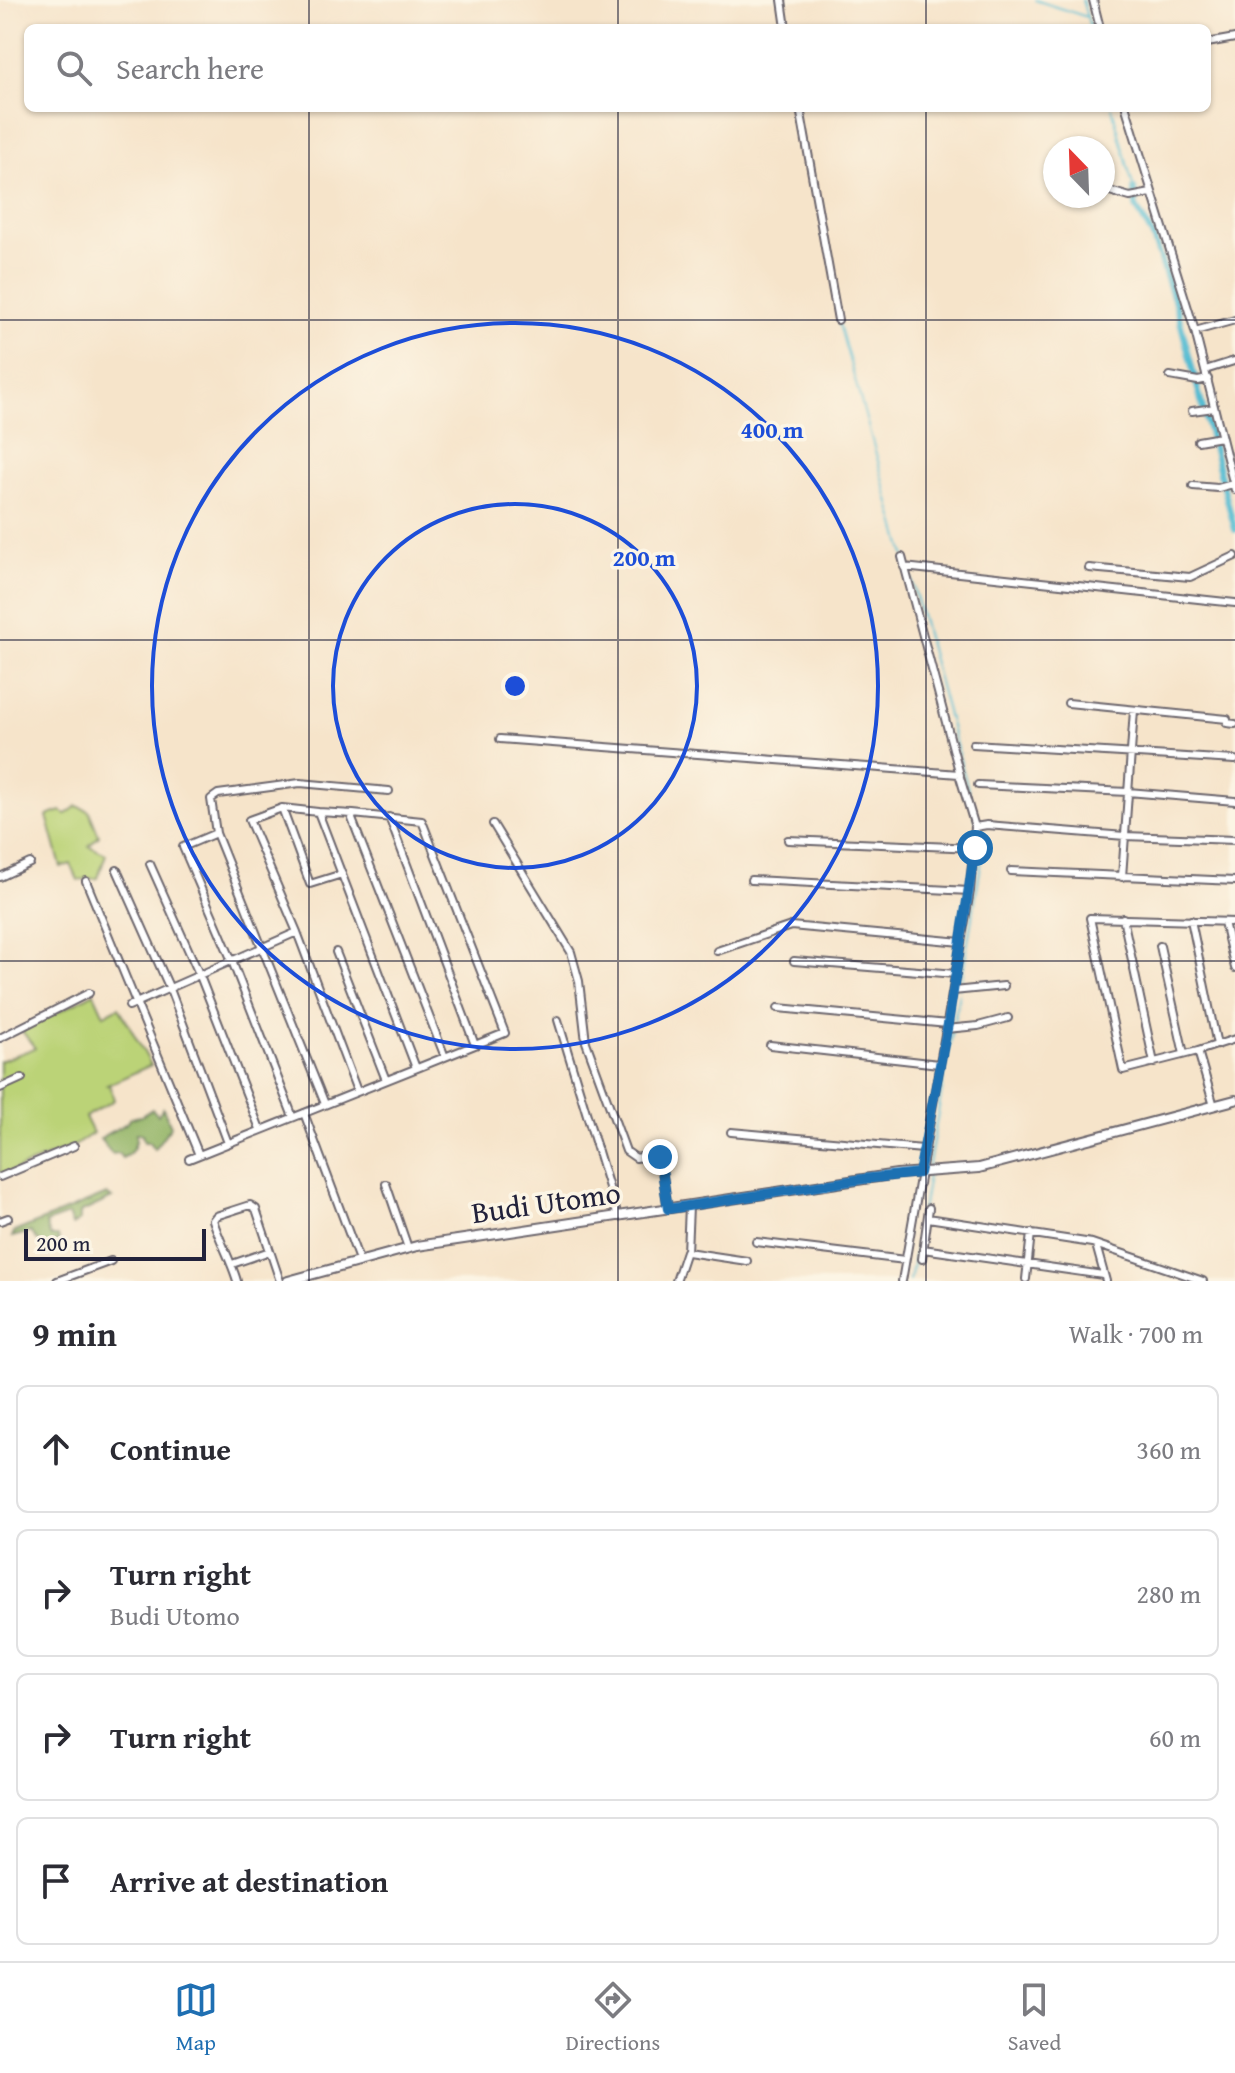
<!DOCTYPE html>
<html lang="en">
<head>
<meta charset="utf-8">
<style>
	:root { --surface:#fff; --page:#f7f7f7; --text:#2b2b33; --muted:#7c7c81; --line:#e1e1e2; --accent:#1f6fb2 }
	body { margin:0; font-family:"Gentium Book Plus",serif; background:var(--page); color:var(--text) }
	.compass { position:absolute; left:1043px; top:136px; width:72px; height:72px; border-radius:50%; background:var(--surface); box-shadow:0 2px 6px #0004; rotate:337deg }
	.scale { position:absolute; left:24px; bottom:20px; width:182px; box-sizing:border-box; padding-left:8px; border:4px solid #22223b; border-top:0; font-size:22px; line-height:28px; white-space:nowrap; color:#22223b; -webkit-text-stroke:6px #fcf5e5; paint-order:stroke }
	.stop { position:absolute; width:24px; height:24px; margin:-18px; border:6px solid #1f6fb2; border-radius:50%; background:#fff }
	.stop.end { background:#1f6fb2; border-color:#fff; box-shadow:0 2px 8px #0008 }
	.list { margin:0; padding:0; list-style:none }
	h2 { display:flex; justify-content:space-between; align-items:center; height:104px; margin:0; padding:0 32px; font-size:34px }
	h2 small { font-size:26px; font-weight:400; color:var(--muted) }
	.list li { display:grid; grid-template-columns:52px 1fr auto; gap:24px; align-items:center; box-sizing:border-box; height:128px; margin:0 16px 16px; padding:0 16px; border:2px solid var(--line); border-radius:12px }
	.list b { display:block; font-size:30px; white-space:nowrap }
	.list p { margin:0; font-size:26px; white-space:nowrap; color:var(--muted) }
	.list em { font-size:26px; font-style:normal; color:var(--muted) }
	.icon { flex:none; width:44px; height:44px; fill:none; stroke:currentColor; stroke-width:2; stroke-linecap:round; stroke-linejoin:round }
	.map { position:relative; flex:none; width:1235px; height:1281px; overflow:hidden }
	.search { position:absolute; background:var(--surface); box-shadow:0 2px 6px #0004; left:24px; right:24px; top:24px; height:88px; display:flex; align-items:center; gap:20px; box-sizing:border-box; padding:0 28px; border-radius:12px; color:var(--muted); font-size:30px }
	.sheet { height:680px; background:var(--surface) }
	nav { display:flex; justify-content:space-around; align-items:center; box-sizing:border-box; height:112px; border-top:2px solid var(--line); background:var(--surface); font-size:22px; color:var(--muted) }
	nav a { display:grid; justify-items:center; gap:4px }
	nav .on { color:var(--accent) }
	.map>svg:first-child { display:block }
</style>
</head>
<body>
<div class="map">
<svg width="1235" height="1281" viewBox="0 0 1235 1281">
	<rect width="100%" height="100%" fill="#fcf5e5"/>
	<filter id="ink" filterUnits="userSpaceOnUse"><feTurbulence type="fractalNoise" baseFrequency=".0125" numOctaves="2"/><feDisplacementMap in="SourceGraphic" scale="16" xChannelSelector="R" yChannelSelector="G"/><feConvolveMatrix kernelMatrix="1 2 1 2 8 2 1 2 1" color-interpolation-filters="sRGB"/></filter>
	<filter id="wash" filterUnits="userSpaceOnUse"><feTurbulence type="fractalNoise" baseFrequency=".006" numOctaves="4" result="noise"/><feDisplacementMap in="SourceGraphic" scale="32" xChannelSelector="R" yChannelSelector="G"/><feGaussianBlur stdDeviation="1.8" result="paint"/><feColorMatrix in="noise" values="0 0 0 0 0 0 0 0 0 0 0 0 0 0 0 0 0 1.4 0 .05"/><feComposite in="paint" operator="in"/></filter>
	<g filter="url(#wash)">
		<rect width="100%" height="100%" fill="#f6e4ca"/>
		<path fill="#bbd377" stroke="#6e7a59" stroke-width="2" d="M77,806l12,5 10,25 -10,10 17,8 -8,24 -20,2 -7,-16 -10,3 -14,-51 14,-5 5,3z
			M94,993l10,22 15,-8 32,58 -44,20 3,1 4,14 -29,17 8,16 -19,13 -74,30v-115l35,-13 -13,-17z"/>
		<path fill="#94b568" stroke="#5b6c52" stroke-width="2" d="M163,1108l8,18 -17,23 -5,-7h-5l-2,-8 -6,-1c1,11 -2,20 -14,25l-4,-5 -6,1 -12,-15c10,-10 24,-10 31,-21l10,-2 11,-7 6,6z
			M107,1194l5,4 -32,15v7l-8,5 -4,-10 -22,8 4,13h8l1,5 -5,1 -3,7 -14,-9 -6,-8 -19,5 2,-5z"/>
		<g fill="none" stroke-linecap="round" stroke-linejoin="round">
			<path stroke="#54bcd2" stroke-width="2" d="M1035,0l52,17 3,11
				M1082,0l5,17
				M1112,108l22,81
				M839,324l66,232
				M911,578l66,245
				M960,988l22,-129 1,-14 -4,-16
				M928,1169l31,-175
				M910,1281l18,-105"/>
			<path stroke="#54bcd2" stroke-width="6" d="M1134,189l2,18 16,28 23,67 60,228"/>
		</g>
	</g>
	<g filter="url(#ink)">
		<g fill="none" stroke-linecap="round" stroke-linejoin="round">
			<defs>
				<path id="minor" d="M782,0l4,28
					M1093,0l7,28
					M1207,43l28,-5
					M800,108l38,212
					M1126,108l69,223 40,159
					M1103,189l27,8 21,-4
					M1195,331l40,-11
					M1205,370l29,-9
					M1170,376l28,5 10,-2
					M1192,411l22,-3
					M1198,441l23,-4
					M1193,486l25,2 15,-4
					M902,557l58,218
					M904,567l331,36
					M1089,568l101,9 45,-21
					M1068,703l159,16v4l8,1
					M500,739l459,35 16,53 -5,64 -68,390
					M973,744l262,16
					M978,785l150,7 107,9
					M318,812l-36,-4 28,76 32,-10
					M353,814l-35,-2 98,256
					M389,817l86,228
					M493,824l78,128 8,29 7,61 40,109 10,7 20,-4 4,3 8,52
					M975,827l12,-2 138,11 110,4
					M216,833l-33,14 49,114 61,156
					M788,840l187,8
					M150,864l50,112 60,153
					M117,870l53,119 58,154
					M1011,871l224,10
					M0,877l30,-14
					M1122,877l12,-167
					M751,880l219,11
					M86,881l113,274
					M1123,918l31,145
					M1191,920l26,125
					M1224,922l11,46
					M297,932l60,159
					M1160,946l24,108
					M717,951l74,-25 170,16
					M336,952l50,128
					M794,961l162,13
					M953,991l51,-5
					M129,1006l168,-74 -48,-112 33,-12
					M778,1008l170,16
					M558,1020l60,197
					M946,1029l32,-3 30,-8
					M0,1038l89,-45
					M770,1045l169,19
					M1198,1051l37,-12
					M0,1088l22,-10
					M325,1104l-109,-271 -5,-34 7,-5 82,-11 89,8
					M1214,1106l-16,-55 -75,19 -33,-152 145,4
					M304,1113l55,147
					M731,1132l192,17
					M189,1159l316,-126 -83,-212 -69,-7 -1,5 93,238
					M0,1177l74,-31
					M386,1184l22,64
					M689,1206l-2,46 60,9
					M928,1218l164,25 111,38
					M0,1221l8,-3
					M756,1242l149,18
					M1096,1245l10,36
					M923,1249l180,26
					M922,1259l7,-51
					M232,1264l38,-13
					M1026,1279l5,-46
					M57,1281l54,-20
					M237,1281c-6,-21 -17,-39 -24,-61l3,-4 34,-11 6,4 24,72
					M676,1281l10,-30"/>
				<path id="tertiary" d="M288,1281l129,-35 480,-72 82,-6 256,-68"/>
			</defs>
			<use href="#minor" stroke="#6c666d" stroke-width="10"/>
			<use href="#tertiary" stroke="#6c666d" stroke-width="12"/>
			<use href="#minor" stroke="#fff" stroke-width="6"/>
			<use href="#tertiary" stroke="#fff" stroke-width="8"/>
		</g>
	</g>
	<g fill="none" stroke-linecap="round" stroke-linejoin="round" filter="url(#ink)">
		<path stroke="#1f6fb2" stroke-width="10" d="M660,1157l8,52 195,-30 56,-6 29,-149 27,-176"/>
	</g>
	<path fill="none" stroke="#22223b" stroke-width="2" stroke-opacity="0.55" d="M309,0v28M618,0v28M926,0v28M309,108v1173M618,108v1173M926,108v1173M0,320h1235M0,640h1235M0,961h1235"/>
	<g fill="none" stroke="#1d4ed8" stroke-width="4">
		<circle cx="515" cy="686" r="182"/>
		<circle cx="515" cy="686" r="363"/>
	</g>
	<g text-anchor="middle" stroke-width="7" stroke-linejoin="round" paint-order="stroke">
		<g font-size="30" fill="#22223b" stroke="#fcf5e5">
			<text transform="translate(546 1203) rotate(-8)" y="10">Budi Utomo</text>
		</g>
	</g>
	<circle cx="515" cy="686" r="12" fill="#1d4ed8" stroke="#fcf5e5" stroke-width="4"/>
	<g font-size="24" text-anchor="middle" font-weight="bold" fill="#1d4ed8" stroke="#fcf5e5" stroke-width="7" stroke-linejoin="round" paint-order="stroke">
		<text x="772" y="438">400 m</text>
		<text x="644" y="566">200 m</text>
	</g>
</svg>
<svg class="compass" viewBox="-18 -18 36 36"><path d="M0-13l5 13h-10z" fill="#e53935"/><path d="M0 13l5-13h-10z" fill="#7c7c81"/></svg>
<div class="scale">200 m</div>
<div class="stop" style="left:975px;top:848px"></div>
<div class="stop end" style="left:660px;top:1157px"></div>
<div class="search"><svg class="icon" aria-label="search" viewBox="0 0 24 24"><circle cx="10" cy="10" r="6"/><path d="M15 15l6 6"/></svg>Search here</div>
</div>
<section class="sheet">
<h2>9 min<small>Walk · 700 m</small></h2>
<ul class="list">
<li><svg class="icon" aria-label="ahead" viewBox="0 0 24 24"><path d="M12 20V5M6 11l6-6 6 6"/></svg><div><b>Continue</b></div><em>360 m</em></li>
<li><svg class="icon" aria-label="right" viewBox="0 0 24 24"><path d="M7 20v-9h11M14 6l5 5-5 5"/></svg><div><b>Turn right</b><p>Budi Utomo</p></div><em>280 m</em></li>
<li><svg class="icon" aria-label="right" viewBox="0 0 24 24"><path d="M7 20v-9h11M14 6l5 5-5 5"/></svg><div><b>Turn right</b></div><em>60 m</em></li>
<li><svg class="icon" aria-label="arrive" viewBox="0 0 24 24"><path d="M6 21V4h12l-3 4 3 4H6"/></svg><div><b>Arrive at destination</b></div></li>
</ul>
</section>
<nav>
<a class="on"><svg class="icon" aria-label="map" viewBox="0 0 24 24"><path d="M3 6l6-2 6 2 6-2v14l-6 2-6-2-6 2zM9 4v14M15 6v14"/></svg>Map</a>
<a><svg class="icon" aria-label="directions" viewBox="0 0 24 24"><path d="M12 3l9 9-9 9-9-9zM9 14v-3h6M13 9l2 2-2 2"/></svg>Directions</a>
<a><svg class="icon" aria-label="saved" viewBox="0 0 24 24"><path d="M7 4h10v16l-5-4-5 4z"/></svg>Saved</a>
</nav>
</body>
</html>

**Activity:** The required output is the exact lines from the opening line of the entries through the line with "position:absolute; width:24px; height:24px;", inclusive, without pictures.

**Expected answer:**
<!DOCTYPE html>
<html lang="en">
<head>
<meta charset="utf-8">
<style>
	:root { --surface:#fff; --page:#f7f7f7; --text:#2b2b33; --muted:#7c7c81; --line:#e1e1e2; --accent:#1f6fb2 }
	body { margin:0; font-family:"Gentium Book Plus",serif; background:var(--page); color:var(--text) }
	.compass { position:absolute; left:1043px; top:136px; width:72px; height:72px; border-radius:50%; background:var(--surface); box-shadow:0 2px 6px #0004; rotate:337deg }
	.scale { position:absolute; left:24px; bottom:20px; width:182px; box-sizing:border-box; padding-left:8px; border:4px solid #22223b; border-top:0; font-size:22px; line-height:28px; white-space:nowrap; color:#22223b; -webkit-text-stroke:6px #fcf5e5; paint-order:stroke }
	.stop { position:absolute; width:24px; height:24px; margin:-18px; border:6px solid #1f6fb2; border-radius:50%; background:#fff }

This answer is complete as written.